While the state hasn’t found a magic cure for road rage and risky driving, it has made efforts to make drivers more aware. There was the state’s 2017 “scan the street for wheels and feet” campaign, which was aimed at raising awareness around the safety of pedestrians and cyclists, as well as a 2007 campaign reminding people that police were more likely to keep an eye on “aggressive” drivers—though it’s hard to gauge how effective that was in terms of changing behaviors.

Before you start feeling too hopeless, though, it’s worth noting that Massachusetts has the lowest automobile fatality rate in the country. And Larason, who’s something of an expert, says “I think Boston drivers have become better and politer than they have been historically.” And though we may enjoy screaming at our fellow drivers from time to time, living in a heavily urbanized state means that chances are pretty good that you’re not driving anywhere fast, making it a bit harder to get in a nasty crash.

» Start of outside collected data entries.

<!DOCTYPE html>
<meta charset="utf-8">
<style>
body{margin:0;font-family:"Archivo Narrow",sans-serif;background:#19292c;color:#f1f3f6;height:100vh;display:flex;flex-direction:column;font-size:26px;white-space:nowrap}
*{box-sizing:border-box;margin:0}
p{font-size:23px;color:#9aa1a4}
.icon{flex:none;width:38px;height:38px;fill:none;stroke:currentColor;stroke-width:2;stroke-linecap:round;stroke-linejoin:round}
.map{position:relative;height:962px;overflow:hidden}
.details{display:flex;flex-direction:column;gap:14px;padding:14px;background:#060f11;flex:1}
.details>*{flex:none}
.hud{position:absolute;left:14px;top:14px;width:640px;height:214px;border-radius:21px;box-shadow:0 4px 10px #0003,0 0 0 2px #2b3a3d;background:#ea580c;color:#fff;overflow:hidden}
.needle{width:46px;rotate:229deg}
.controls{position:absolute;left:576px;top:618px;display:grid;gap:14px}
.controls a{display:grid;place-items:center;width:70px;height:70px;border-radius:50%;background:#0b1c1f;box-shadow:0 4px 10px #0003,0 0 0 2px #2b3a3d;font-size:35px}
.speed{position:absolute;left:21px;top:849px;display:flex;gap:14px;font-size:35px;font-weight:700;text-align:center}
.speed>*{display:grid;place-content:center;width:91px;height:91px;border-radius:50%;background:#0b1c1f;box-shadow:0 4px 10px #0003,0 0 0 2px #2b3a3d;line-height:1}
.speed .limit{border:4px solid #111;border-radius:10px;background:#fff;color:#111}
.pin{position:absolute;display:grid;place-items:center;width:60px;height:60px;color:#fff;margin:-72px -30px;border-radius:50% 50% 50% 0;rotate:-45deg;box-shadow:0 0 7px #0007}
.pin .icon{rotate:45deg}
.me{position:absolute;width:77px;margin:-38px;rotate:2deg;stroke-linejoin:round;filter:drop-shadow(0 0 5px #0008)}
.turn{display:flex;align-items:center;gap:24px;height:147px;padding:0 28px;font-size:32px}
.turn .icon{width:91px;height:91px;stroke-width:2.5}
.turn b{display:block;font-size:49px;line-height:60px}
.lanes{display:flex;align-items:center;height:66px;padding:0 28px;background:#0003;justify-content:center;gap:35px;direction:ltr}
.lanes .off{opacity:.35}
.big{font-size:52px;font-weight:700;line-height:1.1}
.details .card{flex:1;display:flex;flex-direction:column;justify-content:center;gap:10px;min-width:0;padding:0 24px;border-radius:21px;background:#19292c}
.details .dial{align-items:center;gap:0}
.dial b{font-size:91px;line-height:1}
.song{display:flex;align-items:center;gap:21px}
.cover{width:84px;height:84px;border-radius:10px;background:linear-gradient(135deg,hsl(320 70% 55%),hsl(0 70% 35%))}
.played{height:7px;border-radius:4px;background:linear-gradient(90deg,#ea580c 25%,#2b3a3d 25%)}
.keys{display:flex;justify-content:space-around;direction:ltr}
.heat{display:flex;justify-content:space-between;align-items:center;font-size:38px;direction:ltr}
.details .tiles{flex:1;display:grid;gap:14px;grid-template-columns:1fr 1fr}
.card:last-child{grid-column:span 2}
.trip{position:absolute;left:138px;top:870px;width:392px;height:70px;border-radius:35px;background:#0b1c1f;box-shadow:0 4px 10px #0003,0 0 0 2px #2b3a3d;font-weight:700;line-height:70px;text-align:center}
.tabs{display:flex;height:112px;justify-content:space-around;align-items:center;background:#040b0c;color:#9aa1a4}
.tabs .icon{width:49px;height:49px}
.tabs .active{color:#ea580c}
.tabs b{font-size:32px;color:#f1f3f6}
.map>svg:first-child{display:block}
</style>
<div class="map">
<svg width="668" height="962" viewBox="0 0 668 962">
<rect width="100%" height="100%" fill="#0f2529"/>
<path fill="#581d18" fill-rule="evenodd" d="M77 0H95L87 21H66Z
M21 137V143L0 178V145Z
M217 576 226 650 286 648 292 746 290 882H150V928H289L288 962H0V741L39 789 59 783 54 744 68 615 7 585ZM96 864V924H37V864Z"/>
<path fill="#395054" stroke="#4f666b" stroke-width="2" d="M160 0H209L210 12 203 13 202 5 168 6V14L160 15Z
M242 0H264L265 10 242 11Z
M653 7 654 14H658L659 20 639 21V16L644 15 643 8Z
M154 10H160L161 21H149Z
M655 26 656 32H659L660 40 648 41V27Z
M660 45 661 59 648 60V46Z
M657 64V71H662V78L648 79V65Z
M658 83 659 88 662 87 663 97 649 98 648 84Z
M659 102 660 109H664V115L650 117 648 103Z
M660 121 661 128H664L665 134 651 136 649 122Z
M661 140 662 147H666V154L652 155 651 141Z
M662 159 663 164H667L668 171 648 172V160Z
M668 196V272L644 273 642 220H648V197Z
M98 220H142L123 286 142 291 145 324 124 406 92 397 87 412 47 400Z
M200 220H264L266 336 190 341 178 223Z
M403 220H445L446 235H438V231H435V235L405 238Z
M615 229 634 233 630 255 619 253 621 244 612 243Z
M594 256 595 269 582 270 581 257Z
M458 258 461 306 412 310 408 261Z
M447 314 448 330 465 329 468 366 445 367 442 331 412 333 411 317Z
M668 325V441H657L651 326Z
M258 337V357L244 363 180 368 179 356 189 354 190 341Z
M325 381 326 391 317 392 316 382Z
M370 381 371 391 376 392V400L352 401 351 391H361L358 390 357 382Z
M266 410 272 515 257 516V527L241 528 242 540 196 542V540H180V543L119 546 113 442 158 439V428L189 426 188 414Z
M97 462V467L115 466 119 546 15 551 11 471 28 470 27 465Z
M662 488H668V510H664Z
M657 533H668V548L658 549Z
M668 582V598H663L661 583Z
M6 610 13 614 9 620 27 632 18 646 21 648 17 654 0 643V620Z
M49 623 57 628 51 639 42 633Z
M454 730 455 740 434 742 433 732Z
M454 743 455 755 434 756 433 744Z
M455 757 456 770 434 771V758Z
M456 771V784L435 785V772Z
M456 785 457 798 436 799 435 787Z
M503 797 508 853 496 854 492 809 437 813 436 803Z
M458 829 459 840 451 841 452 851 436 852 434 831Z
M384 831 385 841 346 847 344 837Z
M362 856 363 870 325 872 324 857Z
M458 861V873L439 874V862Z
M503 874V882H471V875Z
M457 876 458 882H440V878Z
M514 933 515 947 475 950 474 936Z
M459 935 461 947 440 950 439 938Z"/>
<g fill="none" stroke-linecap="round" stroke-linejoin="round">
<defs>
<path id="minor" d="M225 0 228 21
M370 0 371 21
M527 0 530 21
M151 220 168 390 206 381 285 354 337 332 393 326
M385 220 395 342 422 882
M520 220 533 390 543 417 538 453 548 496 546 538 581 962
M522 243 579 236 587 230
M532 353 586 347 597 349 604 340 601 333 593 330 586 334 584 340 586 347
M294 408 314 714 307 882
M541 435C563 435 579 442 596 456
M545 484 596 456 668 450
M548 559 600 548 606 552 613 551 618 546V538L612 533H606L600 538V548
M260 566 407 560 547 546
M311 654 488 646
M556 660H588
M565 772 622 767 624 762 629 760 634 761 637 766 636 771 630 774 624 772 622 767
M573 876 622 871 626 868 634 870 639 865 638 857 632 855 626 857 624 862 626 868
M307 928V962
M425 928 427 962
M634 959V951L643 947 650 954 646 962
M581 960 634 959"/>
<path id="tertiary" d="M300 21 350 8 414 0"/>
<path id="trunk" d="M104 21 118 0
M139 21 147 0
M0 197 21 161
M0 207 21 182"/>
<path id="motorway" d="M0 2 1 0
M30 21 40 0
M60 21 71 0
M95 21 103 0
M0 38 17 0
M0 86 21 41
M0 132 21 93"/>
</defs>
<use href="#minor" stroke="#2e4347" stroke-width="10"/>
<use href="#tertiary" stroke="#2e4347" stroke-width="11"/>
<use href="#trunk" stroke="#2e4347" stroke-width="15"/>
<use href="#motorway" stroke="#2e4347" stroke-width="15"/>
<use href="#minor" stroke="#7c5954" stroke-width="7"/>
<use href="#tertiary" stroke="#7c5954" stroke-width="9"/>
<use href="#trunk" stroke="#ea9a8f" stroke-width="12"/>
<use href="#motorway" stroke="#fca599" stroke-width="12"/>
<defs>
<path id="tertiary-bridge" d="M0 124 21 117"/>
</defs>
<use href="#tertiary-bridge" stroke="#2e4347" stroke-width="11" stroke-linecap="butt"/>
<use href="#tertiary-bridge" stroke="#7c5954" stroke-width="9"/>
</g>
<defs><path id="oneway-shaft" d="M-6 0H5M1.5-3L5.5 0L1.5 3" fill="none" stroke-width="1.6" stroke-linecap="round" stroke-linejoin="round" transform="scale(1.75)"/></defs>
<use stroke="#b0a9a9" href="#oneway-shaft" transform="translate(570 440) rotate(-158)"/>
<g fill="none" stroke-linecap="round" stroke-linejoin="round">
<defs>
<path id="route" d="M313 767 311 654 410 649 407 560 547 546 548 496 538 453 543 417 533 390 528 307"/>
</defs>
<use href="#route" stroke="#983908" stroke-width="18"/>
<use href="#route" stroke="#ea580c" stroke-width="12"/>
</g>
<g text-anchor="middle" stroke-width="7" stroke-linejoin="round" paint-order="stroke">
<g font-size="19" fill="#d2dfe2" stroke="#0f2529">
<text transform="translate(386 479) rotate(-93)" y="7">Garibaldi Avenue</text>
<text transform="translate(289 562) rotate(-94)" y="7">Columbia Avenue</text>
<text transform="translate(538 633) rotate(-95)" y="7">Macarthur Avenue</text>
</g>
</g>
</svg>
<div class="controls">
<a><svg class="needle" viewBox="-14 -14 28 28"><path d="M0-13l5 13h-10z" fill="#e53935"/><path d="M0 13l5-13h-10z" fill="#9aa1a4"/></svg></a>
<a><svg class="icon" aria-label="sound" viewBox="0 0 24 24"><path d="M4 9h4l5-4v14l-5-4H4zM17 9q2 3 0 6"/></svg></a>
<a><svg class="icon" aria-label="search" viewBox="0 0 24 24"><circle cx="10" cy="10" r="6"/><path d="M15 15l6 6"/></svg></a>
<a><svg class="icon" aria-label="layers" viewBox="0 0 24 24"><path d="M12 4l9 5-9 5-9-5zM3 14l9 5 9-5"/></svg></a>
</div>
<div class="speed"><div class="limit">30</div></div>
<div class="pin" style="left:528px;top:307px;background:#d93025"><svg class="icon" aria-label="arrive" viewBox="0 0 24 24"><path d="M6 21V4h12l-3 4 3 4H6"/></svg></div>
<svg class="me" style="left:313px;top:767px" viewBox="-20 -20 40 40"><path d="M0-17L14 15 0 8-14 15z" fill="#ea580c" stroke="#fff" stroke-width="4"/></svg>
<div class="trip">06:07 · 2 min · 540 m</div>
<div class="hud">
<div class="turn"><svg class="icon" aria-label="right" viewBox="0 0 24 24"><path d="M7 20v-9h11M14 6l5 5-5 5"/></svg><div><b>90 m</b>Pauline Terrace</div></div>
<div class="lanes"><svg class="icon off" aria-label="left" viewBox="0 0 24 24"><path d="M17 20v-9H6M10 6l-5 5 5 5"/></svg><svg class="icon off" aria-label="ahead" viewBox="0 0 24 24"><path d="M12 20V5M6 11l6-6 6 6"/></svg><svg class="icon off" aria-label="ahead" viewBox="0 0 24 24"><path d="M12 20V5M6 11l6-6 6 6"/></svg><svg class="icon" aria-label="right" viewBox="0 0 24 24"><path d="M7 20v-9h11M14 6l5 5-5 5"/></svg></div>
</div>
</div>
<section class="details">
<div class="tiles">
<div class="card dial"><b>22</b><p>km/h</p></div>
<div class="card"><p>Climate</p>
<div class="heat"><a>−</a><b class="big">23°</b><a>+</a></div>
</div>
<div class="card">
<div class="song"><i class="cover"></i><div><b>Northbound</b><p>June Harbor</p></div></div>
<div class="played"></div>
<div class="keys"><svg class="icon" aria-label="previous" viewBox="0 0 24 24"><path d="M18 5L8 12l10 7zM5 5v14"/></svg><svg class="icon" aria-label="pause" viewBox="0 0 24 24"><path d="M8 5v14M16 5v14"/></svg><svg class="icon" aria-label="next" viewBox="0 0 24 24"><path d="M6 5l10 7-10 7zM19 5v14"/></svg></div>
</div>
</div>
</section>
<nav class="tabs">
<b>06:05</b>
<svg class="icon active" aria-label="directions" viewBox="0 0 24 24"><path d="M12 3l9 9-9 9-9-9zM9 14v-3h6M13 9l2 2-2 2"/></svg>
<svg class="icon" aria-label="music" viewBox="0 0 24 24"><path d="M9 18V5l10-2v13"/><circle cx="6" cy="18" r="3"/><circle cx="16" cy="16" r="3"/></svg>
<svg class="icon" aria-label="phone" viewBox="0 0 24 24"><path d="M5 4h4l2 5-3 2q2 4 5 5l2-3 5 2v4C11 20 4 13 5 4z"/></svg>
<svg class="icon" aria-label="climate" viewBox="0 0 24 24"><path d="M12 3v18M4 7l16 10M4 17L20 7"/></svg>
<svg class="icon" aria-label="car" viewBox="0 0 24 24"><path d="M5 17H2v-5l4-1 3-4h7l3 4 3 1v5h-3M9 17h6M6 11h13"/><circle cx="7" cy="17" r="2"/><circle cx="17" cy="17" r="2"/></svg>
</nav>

It’s possible that despite our much vaunted reputation as rotten drivers, we’re just full of hot air. In fact, the area that Larason suggests he’d really like to see some improvement in isn’t our tendency to flip each other off over minor transgressions. It’s that we’re 45th in the nation in seatbelt use, meaning, he says, that “one in four of us does not wear a seatbelt.” New Hampshire, which does not require seat belts (live free or die, baby!), is 50th. The point: We’re not even that much better than New Hampshire.

Larason acknowledges that, much like our neighbors to the north, here in Massachusetts we have “a little bit of a libertarian bent.” That you can’t tell me what to do attitude seems to pervade altogether too many of our attitudes about driving. Still, he’s not without hope, and thinks most people want to be good and law-abiding drivers. And if that doesn’t work? “Appeal to their best interests and their good heart,” he says, “and hope that they do the right thing.”